**EXTRACTED INFORMATION**
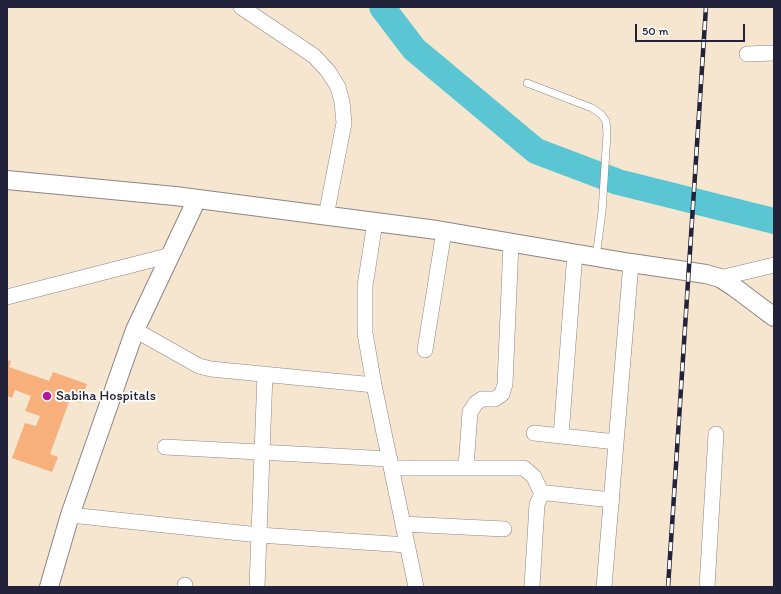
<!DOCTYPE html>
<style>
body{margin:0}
#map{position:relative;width:781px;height:594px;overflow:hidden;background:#f6e6cf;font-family:Itim,sans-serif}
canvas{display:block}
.frame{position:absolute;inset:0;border:8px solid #22223b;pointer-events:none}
.scale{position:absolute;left:635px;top:24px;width:110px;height:18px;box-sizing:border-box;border:2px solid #22223b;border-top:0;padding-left:5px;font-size:12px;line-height:14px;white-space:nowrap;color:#22223b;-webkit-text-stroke:3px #fdfcf7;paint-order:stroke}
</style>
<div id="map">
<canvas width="781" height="594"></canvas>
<div class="frame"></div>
<div class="scale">50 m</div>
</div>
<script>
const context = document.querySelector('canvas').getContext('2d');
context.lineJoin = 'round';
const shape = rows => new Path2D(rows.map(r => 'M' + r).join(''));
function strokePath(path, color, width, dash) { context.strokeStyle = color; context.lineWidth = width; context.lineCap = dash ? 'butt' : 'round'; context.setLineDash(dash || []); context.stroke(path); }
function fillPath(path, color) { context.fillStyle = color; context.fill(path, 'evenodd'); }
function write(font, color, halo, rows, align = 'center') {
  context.font = font + ' Itim,sans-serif'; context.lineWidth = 4; context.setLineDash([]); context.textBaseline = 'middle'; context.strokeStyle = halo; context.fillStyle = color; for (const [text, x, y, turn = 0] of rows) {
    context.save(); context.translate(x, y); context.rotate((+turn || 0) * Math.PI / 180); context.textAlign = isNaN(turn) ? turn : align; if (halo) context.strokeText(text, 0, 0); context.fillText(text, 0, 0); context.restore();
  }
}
const river = shape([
 [382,7,414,49,536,151,618,182,774,221]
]);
const building = shape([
 [7,360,11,361,9,367,49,381,53,372,87,384,81,403,70,399,50,454,58,457,52,472,12,458,25,423,36,426,40,416,25,411,31,396,15,390,12,398,7,396]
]);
const service = shape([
 [527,83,592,108,601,114,606,121,607,134,602,212,596,257]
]);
const minor = shape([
 [241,7,314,56,328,71,338,87,342,102,344,123,326,216],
 [747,54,774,53],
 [375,222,365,286,365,333,374,385,416,587],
 [720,278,774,265],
 [7,297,171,255],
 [135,330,199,366,211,369,374,385],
 [425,350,444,231],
 [534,433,616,442],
 [561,436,575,253],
 [165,447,390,459],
 [466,467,470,412,476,403,482,399,495,399,502,394,505,384,511,243],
 [392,468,524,468,534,477,542,494],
 [70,515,259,535,407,545],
 [403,524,504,529],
 [185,587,185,585],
 [257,587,265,374],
 [532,587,537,504,542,494,547,493,612,500],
 [604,587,631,263],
 [707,587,716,434]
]);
const tertiary = shape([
 [7,180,175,196,437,230,631,263,706,274,720,278,734,287,774,317],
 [49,587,70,515,135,330,197,199]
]);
const rail = shape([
 [668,587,706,7]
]);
const markers = [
 [47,396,5,"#b5179e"]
];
const poiNames = [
 ["Sabiha Hospitals",56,396]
];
strokePath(river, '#5ac6d4', 26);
fillPath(building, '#f7af7c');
strokePath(service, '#8c8485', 8);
strokePath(minor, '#8c8485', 16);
strokePath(tertiary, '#8c8485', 20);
strokePath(service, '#fff', 7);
strokePath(minor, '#fff', 15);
strokePath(tertiary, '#fff', 18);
strokePath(rail, '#22223b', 4.5);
strokePath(rail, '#fdfcf7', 3, [9]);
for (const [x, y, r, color] of markers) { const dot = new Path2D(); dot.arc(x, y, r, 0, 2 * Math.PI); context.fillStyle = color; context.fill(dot); strokePath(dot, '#fdfcf7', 1.5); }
write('14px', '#22223b', '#fdfcf7', poiNames, 'left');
</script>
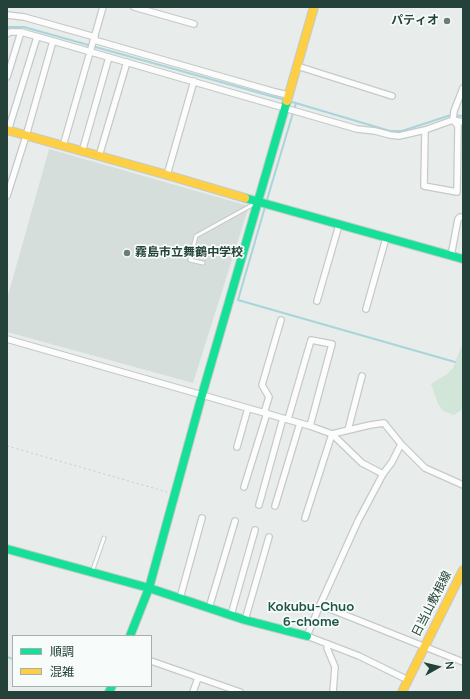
<!DOCTYPE html>
<meta charset="utf-8">
<style>
body{margin:0}
#map{position:relative;width:470px;height:699px;overflow:hidden;background:#e8edeb;font-family:Manrope,"Noto Sans JP",sans-serif}
canvas{display:block}
.frame{position:absolute;inset:0;border:8px solid #24423a;pointer-events:none}
.legend{position:absolute;left:12px;top:635px;width:140px;height:52px;box-sizing:border-box;background:#f7fbf9;border:1px solid #a3b1ad;margin:0;padding:5px 7px;list-style:none;font-size:12px;color:#24423a}
.legend li{display:flex;align-items:center;gap:8px;height:20px}
.legend b{width:20px;border:1px solid #a3b1ad}
.north{position:absolute;left:418px;top:647px;width:40px;height:40px;-webkit-text-stroke:3px #f7fbf9;paint-order:stroke;rotate:82deg;font-size:11px;font-weight:700;line-height:16px;text-align:center;color:#24423a}
.north::after{content:'';display:block;margin:auto;width:14px;height:18px;background:#24423a;clip-path:polygon(50% 0,100% 100%,50% 72%,0 100%)}
</style>
<div id="map">
<canvas width="470" height="699"></canvas>
<div class="frame"></div>
<ul class="legend">
<li><b style="height:5px;background:#16e098"></b>順調</li>
<li><b style="height:5px;background:#ffcf43"></b>混雑</li>
</ul>
<div class="north">N</div>
</div>
<script>
const c = document.querySelector('canvas').getContext('2d');
c.lineJoin = 'round';
function fill(path, color) {
  c.fillStyle = color;
  c.fill(path, 'evenodd');
}
function shape(rows) {
  const path = new Path2D();
  for (const r of rows) {
    path.moveTo(r[0], r[1]);
    for (let i = 2; i < r.length; i += 2) path.lineTo(r[i], r[i + 1]);
  }
  return path;
}
function stroke(path, color, width, dash) {
  c.strokeStyle = color;
  c.lineWidth = width;
  c.lineCap = dash ? 'butt' : 'round';
  c.setLineDash(dash || []);
  c.stroke(path);
}
function drawText(font, color, halo, rows, align = 'center') {
  c.font = font + ' Manrope,"Noto Sans JP",sans-serif';
  c.lineWidth = 3.5;
  c.setLineDash([]);
  c.textBaseline = 'middle';
  c.strokeStyle = halo;
  c.fillStyle = color;
  for (const [text, x, y, turn = 0] of rows) {
    c.save();
    c.translate(x, y);
    c.rotate((+turn || 0) * Math.PI / 180);
    c.textAlign = isNaN(turn) ? turn : align;
    if (halo) c.strokeText(text, 0, 0);
    c.fillText(text, 0, 0);
    c.restore();
  }
}
const built = shape([
 [49,149,249,206,193,383,7,332,7,299]
]);
const green = shape([
 [463,342,463,409,454,415,443,411,438,404,431,384,447,374,453,368]
]);
const stream = shape([
 [7,27,24,27,285,100],
 [289,101,390,131,402,131,451,115,463,116],
 [266,203,296,103],
 [265,207,238,300,455,362],
 [7,657,13,659]
]);
const path = shape([
 [7,446,167,492]
]);
const lane = shape([
 [203,263,190,260,196,236,254,204],
 [92,572,104,538]
]);
const street = shape([
 [134,7,194,24],
 [7,15,24,17,95,37],
 [7,34,10,32,21,32,53,41,357,129,375,131,390,135,399,136,425,130,453,120,463,122],
 [94,40,275,92,288,95],
 [297,66,392,96],
 [7,77,21,32],
 [425,130,424,186,457,192,458,126,453,120,454,111,463,88],
 [8,131,37,37],
 [63,146,103,7],
 [82,152,109,57],
 [99,156,127,62],
 [167,175,194,81],
 [7,196,26,136,53,41],
 [451,256,458,219,460,217,463,217],
 [317,301,339,225],
 [366,309,386,238],
 [7,339,310,426,332,434,362,463,383,474],
 [264,413,269,397,262,385,281,320],
 [288,419,311,340,332,344,310,426],
 [348,430,362,376],
 [332,434,370,425,384,423,401,444,425,468,463,485],
 [401,444,392,462,383,474,358,521,320,605,307,636,359,656,408,680],
 [237,447,248,408],
 [244,487,267,413],
 [259,505,283,418],
 [275,506,300,423],
 [305,518,332,434],
 [180,598,202,518],
 [320,605,463,662],
 [209,608,235,521],
 [231,615,255,530],
 [245,620,269,537],
 [328,644,327,648,335,667,333,692],
 [151,661,240,692],
 [193,692,198,678]
]);
const fast = shape([
 [245,198,463,259],
 [7,549,149,588,245,620,307,636],
 [130,636,149,588,202,395,287,101],
 [109,692,112,686]
]);
const slow = shape([
 [287,101,314,7],
 [7,130,167,175,245,198],
 [402,692,463,570]
]);
const markers = [
 [447,21,4,"#697e78"],
 [127,253,4,"#697e78"]
];
const poiNames = [
 ["パティオ",439,21],
 ["霧島市立舞鶴中学校",135,253,"left"]
];
const streetNames = [
 ["日当山敷根線",432,604,-63]
];
const neighbourhoodNames = [
 ["Kokubu-Chuo",311,607],
 ["6-chome",311,622]
];
fill(built, '#d6dedb');
fill(green, '#d1e6d8');
stroke(stream, '#a9d4db', 2);
stroke(lane, '#c5cac8', 5);
stroke(street, '#c5cac8', 8);
stroke(fast, '#c3cbc8', 10);
stroke(slow, '#c3cbc8', 10);
stroke(path, '#c3ccca', 1, [2, 3]);
stroke(lane, '#fcfcfc', 3);
stroke(street, '#fcfcfc', 5.5);
stroke(fast, '#16e098', 8);
stroke(slow, '#ffcf43', 8);
for (const [x, y, r, color] of markers) {
  const dot = new Path2D();
  dot.arc(x, y, r, 0, 2 * Math.PI);
  c.fillStyle = color;
  c.fill(dot);
  stroke(dot, '#f7fbf9', 1.5);
}
drawText('bold 12px', '#24423a', '#f7fbf9', poiNames, 'right');
drawText('12px', '#24423a', '#f7fbf9', streetNames);
drawText('bold 13px', '#1f5548', '#f7fbf9', neighbourhoodNames);
</script>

**WORK INSTRUCTIONS**
Transcribe the records above from the line holding "function write(font, color, halo, rows, align" down to the line holding "strokePath(rail, '#fdfcf7', 3, [9]);", inclusive, without adding anything.

**REPLY TO THE TASK**
function write(font, color, halo, rows, align = 'center') {
  context.font = font + ' Itim,sans-serif'; context.lineWidth = 4; context.setLineDash([]); context.textBaseline = 'middle'; context.strokeStyle = halo; context.fillStyle = color; for (const [text, x, y, turn = 0] of rows) {
    context.save(); context.translate(x, y); context.rotate((+turn || 0) * Math.PI / 180); context.textAlign = isNaN(turn) ? turn : align; if (halo) context.strokeText(text, 0, 0); context.fillText(text, 0, 0); context.restore();
  }
}
const river = shape([
 [382,7,414,49,536,151,618,182,774,221]
]);
const building = shape([
 [7,360,11,361,9,367,49,381,53,372,87,384,81,403,70,399,50,454,58,457,52,472,12,458,25,423,36,426,40,416,25,411,31,396,15,390,12,398,7,396]
]);
const service = shape([
 [527,83,592,108,601,114,606,121,607,134,602,212,596,257]
]);
const minor = shape([
 [241,7,314,56,328,71,338,87,342,102,344,123,326,216],
 [747,54,774,53],
 [375,222,365,286,365,333,374,385,416,587],
 [720,278,774,265],
 [7,297,171,255],
 [135,330,199,366,211,369,374,385],
 [425,350,444,231],
 [534,433,616,442],
 [561,436,575,253],
 [165,447,390,459],
 [466,467,470,412,476,403,482,399,495,399,502,394,505,384,511,243],
 [392,468,524,468,534,477,542,494],
 [70,515,259,535,407,545],
 [403,524,504,529],
 [185,587,185,585],
 [257,587,265,374],
 [532,587,537,504,542,494,547,493,612,500],
 [604,587,631,263],
 [707,587,716,434]
]);
const tertiary = shape([
 [7,180,175,196,437,230,631,263,706,274,720,278,734,287,774,317],
 [49,587,70,515,135,330,197,199]
]);
const rail = shape([
 [668,587,706,7]
]);
const markers = [
 [47,396,5,"#b5179e"]
];
const poiNames = [
 ["Sabiha Hospitals",56,396]
];
strokePath(river, '#5ac6d4', 26);
fillPath(building, '#f7af7c');
strokePath(service, '#8c8485', 8);
strokePath(minor, '#8c8485', 16);
strokePath(tertiary, '#8c8485', 20);
strokePath(service, '#fff', 7);
strokePath(minor, '#fff', 15);
strokePath(tertiary, '#fff', 18);
strokePath(rail, '#22223b', 4.5);
strokePath(rail, '#fdfcf7', 3, [9]);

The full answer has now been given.